**WHAT TO PRODUCE**
Tally the lines in the listing below that hold the string "Norte", and reply with that tally alone.
━━━━━ RECORDS PROVIDED ━━━━━
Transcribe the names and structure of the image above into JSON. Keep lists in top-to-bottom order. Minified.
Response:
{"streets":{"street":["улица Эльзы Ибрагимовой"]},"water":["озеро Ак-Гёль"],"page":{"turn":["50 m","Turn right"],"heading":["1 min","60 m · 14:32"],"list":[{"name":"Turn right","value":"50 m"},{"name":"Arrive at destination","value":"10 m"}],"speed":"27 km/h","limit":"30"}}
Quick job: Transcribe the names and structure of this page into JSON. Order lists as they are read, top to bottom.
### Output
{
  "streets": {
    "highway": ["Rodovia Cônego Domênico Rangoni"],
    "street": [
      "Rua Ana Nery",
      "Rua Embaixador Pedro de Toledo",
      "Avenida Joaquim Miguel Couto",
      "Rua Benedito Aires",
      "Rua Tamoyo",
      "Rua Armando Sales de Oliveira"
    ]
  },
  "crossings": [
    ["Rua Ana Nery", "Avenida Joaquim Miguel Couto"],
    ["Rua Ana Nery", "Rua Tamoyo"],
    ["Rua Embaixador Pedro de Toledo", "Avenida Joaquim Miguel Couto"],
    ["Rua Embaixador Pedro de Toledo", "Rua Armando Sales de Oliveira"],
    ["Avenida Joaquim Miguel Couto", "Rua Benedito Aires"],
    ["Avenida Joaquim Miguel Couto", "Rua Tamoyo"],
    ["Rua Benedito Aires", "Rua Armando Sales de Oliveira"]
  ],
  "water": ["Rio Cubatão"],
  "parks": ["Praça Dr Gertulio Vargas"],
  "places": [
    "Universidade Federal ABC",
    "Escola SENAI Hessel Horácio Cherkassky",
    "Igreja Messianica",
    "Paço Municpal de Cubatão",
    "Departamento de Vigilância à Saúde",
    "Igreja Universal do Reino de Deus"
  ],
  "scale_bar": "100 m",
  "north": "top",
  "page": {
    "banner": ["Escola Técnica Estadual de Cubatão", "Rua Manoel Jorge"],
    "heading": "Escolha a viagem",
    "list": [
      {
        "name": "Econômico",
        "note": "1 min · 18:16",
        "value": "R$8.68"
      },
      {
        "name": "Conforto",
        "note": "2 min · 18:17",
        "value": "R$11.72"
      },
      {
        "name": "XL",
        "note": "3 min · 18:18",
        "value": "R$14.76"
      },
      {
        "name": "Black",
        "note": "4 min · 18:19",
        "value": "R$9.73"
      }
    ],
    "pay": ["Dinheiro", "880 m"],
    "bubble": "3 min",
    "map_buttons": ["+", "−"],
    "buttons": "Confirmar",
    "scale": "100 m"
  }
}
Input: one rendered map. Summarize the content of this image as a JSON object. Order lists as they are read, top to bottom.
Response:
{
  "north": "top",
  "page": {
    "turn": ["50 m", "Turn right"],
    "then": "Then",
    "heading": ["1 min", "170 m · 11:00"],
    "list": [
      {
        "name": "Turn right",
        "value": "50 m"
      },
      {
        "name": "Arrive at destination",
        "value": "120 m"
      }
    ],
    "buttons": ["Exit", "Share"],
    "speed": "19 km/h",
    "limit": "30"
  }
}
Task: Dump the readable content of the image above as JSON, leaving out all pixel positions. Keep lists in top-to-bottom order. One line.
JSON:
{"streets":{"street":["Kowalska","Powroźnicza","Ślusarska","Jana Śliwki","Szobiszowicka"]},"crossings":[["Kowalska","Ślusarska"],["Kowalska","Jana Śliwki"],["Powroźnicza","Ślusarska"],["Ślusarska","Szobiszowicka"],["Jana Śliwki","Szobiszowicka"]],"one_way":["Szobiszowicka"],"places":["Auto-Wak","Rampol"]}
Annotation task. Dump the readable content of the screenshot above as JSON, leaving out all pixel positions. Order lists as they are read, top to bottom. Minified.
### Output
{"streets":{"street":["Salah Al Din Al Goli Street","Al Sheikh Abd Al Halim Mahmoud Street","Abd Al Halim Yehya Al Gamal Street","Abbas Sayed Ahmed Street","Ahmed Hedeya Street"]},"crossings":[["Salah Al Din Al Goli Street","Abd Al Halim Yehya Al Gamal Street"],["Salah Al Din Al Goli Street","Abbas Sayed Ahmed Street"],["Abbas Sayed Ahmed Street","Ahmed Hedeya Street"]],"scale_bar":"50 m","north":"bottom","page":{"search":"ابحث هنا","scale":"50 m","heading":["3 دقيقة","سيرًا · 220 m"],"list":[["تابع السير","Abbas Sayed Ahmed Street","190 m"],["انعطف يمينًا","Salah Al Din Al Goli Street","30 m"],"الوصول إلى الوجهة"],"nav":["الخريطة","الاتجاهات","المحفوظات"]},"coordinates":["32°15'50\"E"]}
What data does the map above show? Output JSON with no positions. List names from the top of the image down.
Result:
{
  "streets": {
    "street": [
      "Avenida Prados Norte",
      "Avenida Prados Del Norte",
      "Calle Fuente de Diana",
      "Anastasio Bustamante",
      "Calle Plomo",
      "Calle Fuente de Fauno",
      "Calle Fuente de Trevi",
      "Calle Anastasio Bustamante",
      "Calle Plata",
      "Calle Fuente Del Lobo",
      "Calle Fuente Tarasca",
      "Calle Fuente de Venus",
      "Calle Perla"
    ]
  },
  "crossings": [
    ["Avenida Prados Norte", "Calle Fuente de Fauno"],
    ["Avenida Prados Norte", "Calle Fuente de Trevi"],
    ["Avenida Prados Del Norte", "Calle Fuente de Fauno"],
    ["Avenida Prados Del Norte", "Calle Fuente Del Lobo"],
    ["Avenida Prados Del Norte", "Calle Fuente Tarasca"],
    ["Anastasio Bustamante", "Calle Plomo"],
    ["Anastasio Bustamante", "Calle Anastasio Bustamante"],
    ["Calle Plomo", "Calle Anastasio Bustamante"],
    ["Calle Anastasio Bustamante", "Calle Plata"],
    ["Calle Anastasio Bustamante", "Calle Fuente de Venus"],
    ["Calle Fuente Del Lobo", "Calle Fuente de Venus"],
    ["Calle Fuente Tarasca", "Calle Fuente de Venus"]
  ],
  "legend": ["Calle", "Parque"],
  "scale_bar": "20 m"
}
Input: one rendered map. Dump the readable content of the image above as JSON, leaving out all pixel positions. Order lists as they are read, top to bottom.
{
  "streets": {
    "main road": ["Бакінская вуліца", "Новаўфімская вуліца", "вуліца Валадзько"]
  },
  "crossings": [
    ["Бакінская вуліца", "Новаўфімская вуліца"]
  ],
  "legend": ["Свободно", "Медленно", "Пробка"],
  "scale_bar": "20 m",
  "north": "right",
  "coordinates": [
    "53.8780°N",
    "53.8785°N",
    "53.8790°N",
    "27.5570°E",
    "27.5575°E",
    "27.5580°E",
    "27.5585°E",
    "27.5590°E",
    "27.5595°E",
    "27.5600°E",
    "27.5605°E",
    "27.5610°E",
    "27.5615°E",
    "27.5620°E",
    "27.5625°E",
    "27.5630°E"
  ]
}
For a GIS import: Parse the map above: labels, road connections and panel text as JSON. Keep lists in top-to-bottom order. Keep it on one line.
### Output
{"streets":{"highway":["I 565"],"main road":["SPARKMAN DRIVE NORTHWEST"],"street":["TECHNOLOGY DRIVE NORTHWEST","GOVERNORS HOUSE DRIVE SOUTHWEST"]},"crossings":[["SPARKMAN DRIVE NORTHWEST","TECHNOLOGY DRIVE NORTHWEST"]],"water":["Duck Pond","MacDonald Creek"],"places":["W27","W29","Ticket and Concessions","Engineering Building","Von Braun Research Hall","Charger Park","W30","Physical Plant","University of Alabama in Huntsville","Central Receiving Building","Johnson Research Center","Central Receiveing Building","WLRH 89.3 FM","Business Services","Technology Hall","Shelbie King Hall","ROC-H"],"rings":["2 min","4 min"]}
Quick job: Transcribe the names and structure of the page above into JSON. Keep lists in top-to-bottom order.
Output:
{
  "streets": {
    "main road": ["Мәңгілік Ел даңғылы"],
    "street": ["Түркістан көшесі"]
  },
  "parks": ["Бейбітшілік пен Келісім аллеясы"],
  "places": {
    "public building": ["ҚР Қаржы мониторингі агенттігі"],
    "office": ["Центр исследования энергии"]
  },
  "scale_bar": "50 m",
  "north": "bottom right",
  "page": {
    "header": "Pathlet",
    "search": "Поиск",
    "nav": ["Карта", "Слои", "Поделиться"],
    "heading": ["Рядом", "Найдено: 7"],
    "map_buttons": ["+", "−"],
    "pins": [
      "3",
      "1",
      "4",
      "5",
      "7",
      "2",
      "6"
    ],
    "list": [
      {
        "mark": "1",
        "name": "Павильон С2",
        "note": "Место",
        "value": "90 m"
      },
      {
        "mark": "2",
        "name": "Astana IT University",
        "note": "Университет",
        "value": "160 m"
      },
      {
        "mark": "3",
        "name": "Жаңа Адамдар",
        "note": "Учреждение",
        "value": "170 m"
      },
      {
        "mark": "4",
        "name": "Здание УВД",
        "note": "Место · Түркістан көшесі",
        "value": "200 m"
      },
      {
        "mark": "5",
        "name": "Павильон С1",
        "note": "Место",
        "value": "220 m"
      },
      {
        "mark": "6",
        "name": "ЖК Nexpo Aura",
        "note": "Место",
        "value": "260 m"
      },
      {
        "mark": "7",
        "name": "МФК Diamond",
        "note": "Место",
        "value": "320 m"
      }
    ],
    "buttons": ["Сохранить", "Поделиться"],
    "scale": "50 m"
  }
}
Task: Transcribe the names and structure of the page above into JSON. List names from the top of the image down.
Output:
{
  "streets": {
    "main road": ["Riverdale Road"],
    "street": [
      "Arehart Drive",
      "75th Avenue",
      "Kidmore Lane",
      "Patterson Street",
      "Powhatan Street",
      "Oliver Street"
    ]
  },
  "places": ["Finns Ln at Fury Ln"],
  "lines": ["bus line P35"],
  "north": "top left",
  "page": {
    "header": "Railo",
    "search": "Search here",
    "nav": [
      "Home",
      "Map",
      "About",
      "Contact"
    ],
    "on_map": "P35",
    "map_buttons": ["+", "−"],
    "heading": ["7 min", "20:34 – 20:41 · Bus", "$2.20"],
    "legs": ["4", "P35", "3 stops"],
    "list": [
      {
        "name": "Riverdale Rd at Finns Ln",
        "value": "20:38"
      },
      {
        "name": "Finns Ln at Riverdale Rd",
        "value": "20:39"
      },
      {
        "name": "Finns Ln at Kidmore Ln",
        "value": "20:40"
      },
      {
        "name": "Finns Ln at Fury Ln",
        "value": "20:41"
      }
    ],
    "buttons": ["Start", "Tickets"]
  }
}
━━━━━
**YOUR RESPONSE**
7